◆ Task goal: Print the listing as it stands, omitting all images.

== Segment start ==

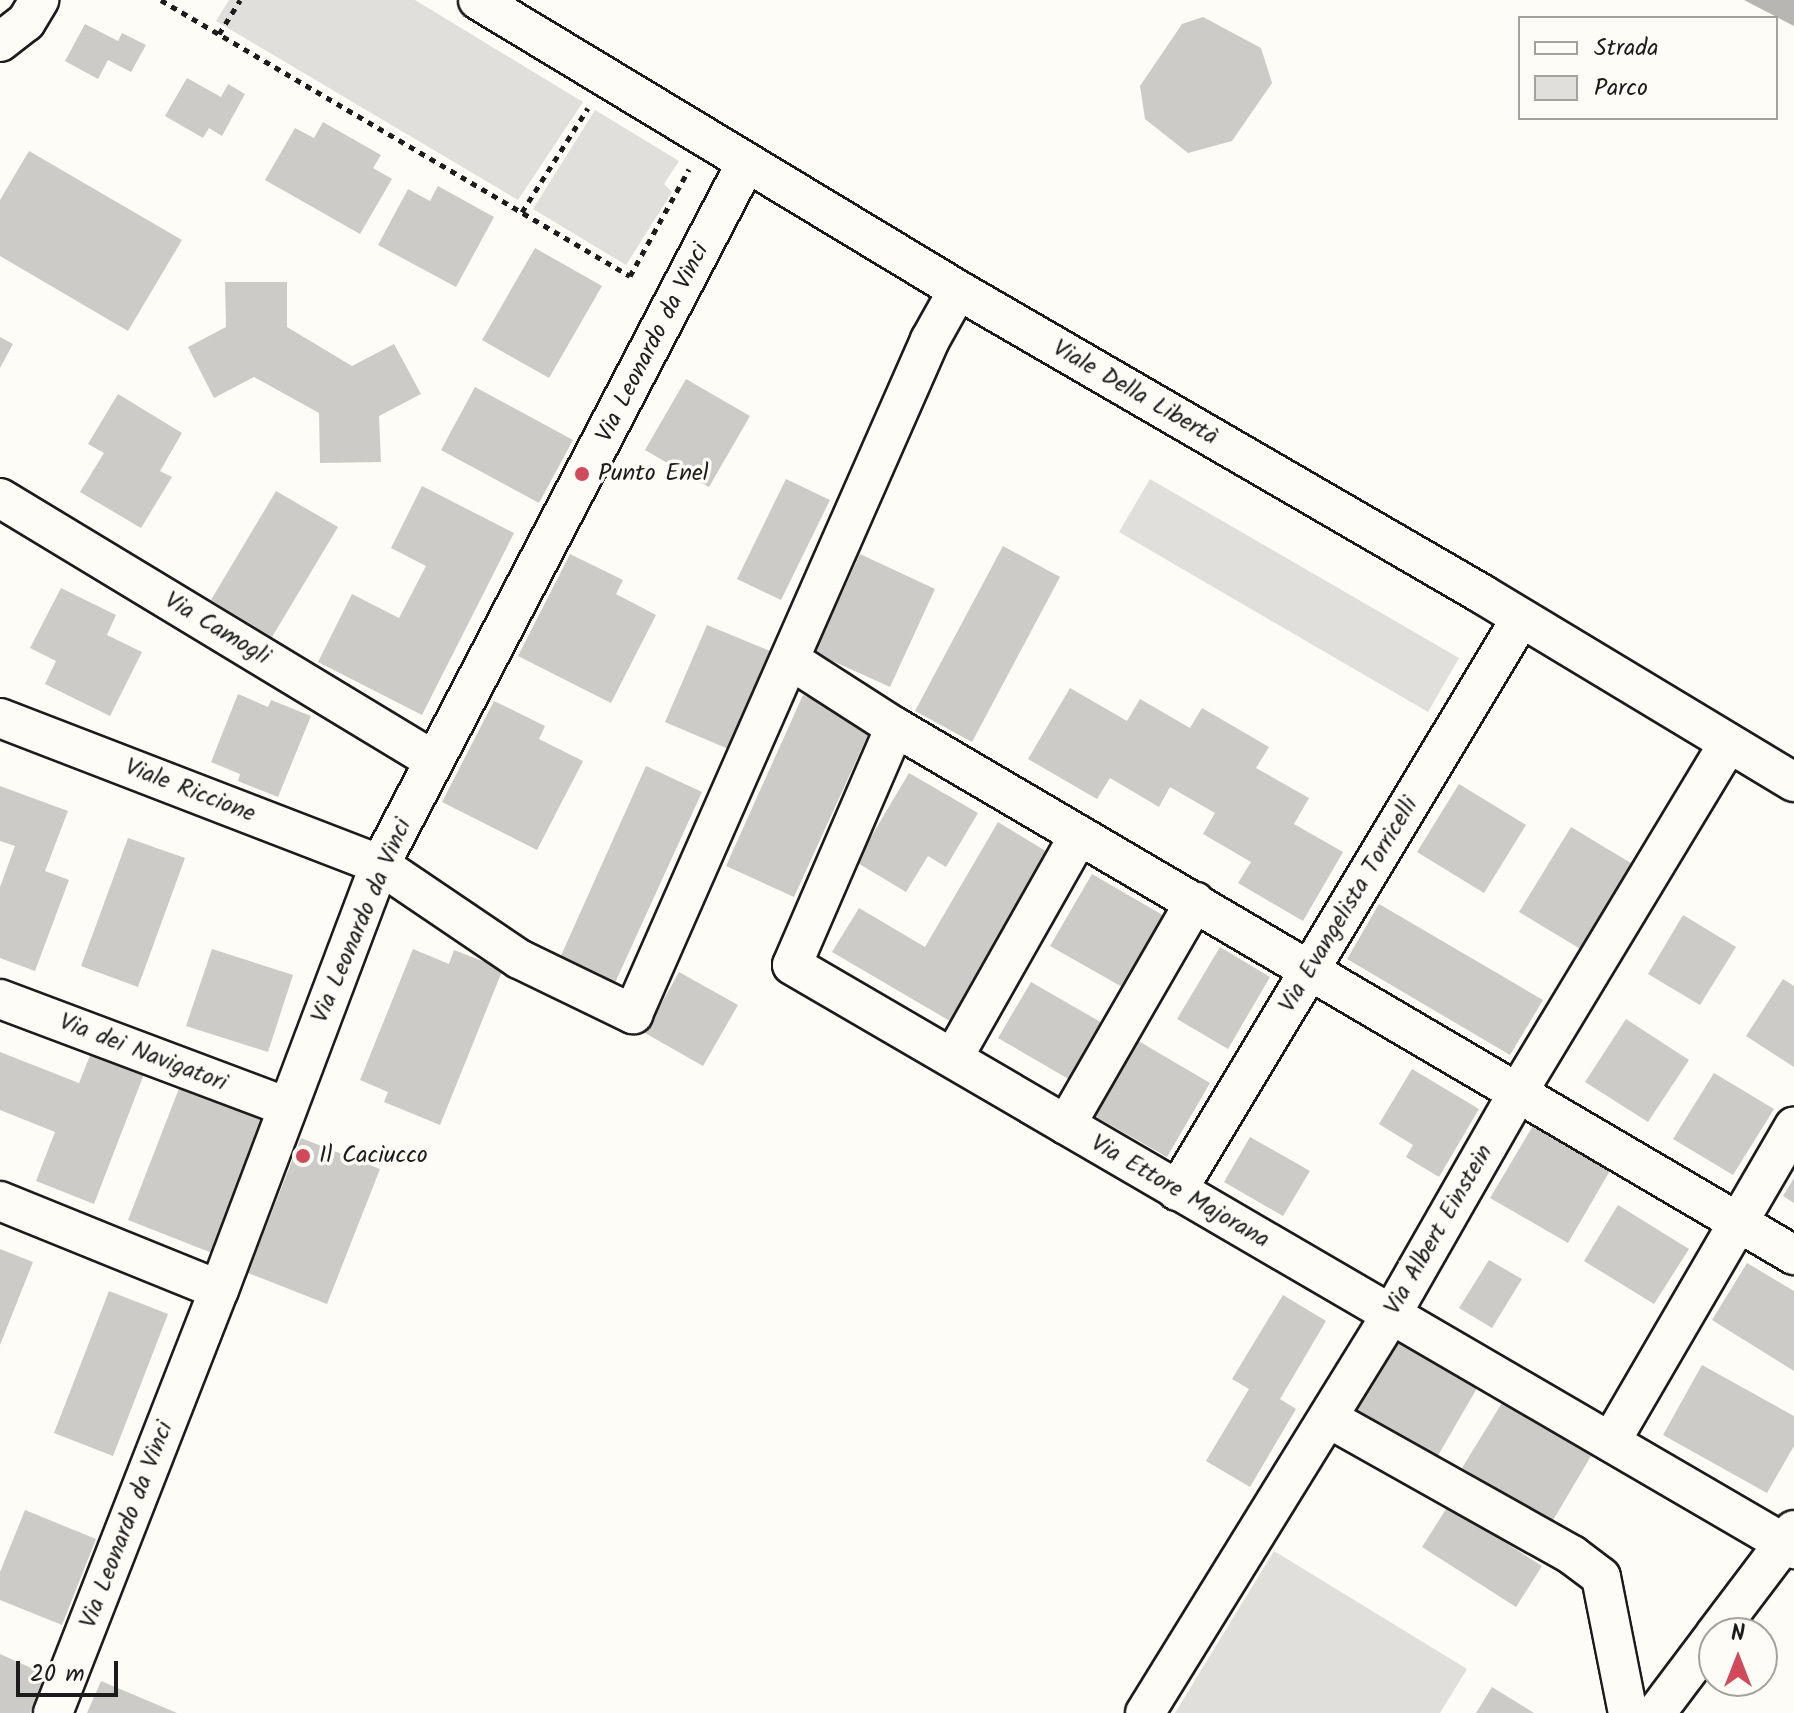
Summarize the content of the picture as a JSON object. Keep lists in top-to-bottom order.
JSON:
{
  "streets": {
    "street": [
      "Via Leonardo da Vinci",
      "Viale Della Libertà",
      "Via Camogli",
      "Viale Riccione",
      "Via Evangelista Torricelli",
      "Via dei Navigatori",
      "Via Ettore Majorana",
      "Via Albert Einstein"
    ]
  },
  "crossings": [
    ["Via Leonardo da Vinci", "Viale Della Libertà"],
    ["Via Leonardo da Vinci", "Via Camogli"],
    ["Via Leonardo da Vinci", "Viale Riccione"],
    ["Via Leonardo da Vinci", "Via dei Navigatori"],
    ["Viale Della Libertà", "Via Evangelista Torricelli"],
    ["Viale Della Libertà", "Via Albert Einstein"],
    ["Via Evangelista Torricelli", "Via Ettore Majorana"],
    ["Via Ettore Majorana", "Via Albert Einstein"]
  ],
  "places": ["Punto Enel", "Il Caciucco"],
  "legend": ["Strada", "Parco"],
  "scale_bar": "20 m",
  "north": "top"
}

== Segment end ==

◆ Task response:
Summarize the content of the picture as a JSON object. Keep lists in top-to-bottom order.
JSON:
{
  "streets": {
    "street": [
      "Via Leonardo da Vinci",
      "Viale Della Libertà",
      "Via Camogli",
      "Viale Riccione",
      "Via Evangelista Torricelli",
      "Via dei Navigatori",
      "Via Ettore Majorana",
      "Via Albert Einstein"
    ]
  },
  "crossings": [
    ["Via Leonardo da Vinci", "Viale Della Libertà"],
    ["Via Leonardo da Vinci", "Via Camogli"],
    ["Via Leonardo da Vinci", "Viale Riccione"],
    ["Via Leonardo da Vinci", "Via dei Navigatori"],
    ["Viale Della Libertà", "Via Evangelista Torricelli"],
    ["Viale Della Libertà", "Via Albert Einstein"],
    ["Via Evangelista Torricelli", "Via Ettore Majorana"],
    ["Via Ettore Majorana", "Via Albert Einstein"]
  ],
  "places": ["Punto Enel", "Il Caciucco"],
  "legend": ["Strada", "Parco"],
  "scale_bar": "20 m",
  "north": "top"
}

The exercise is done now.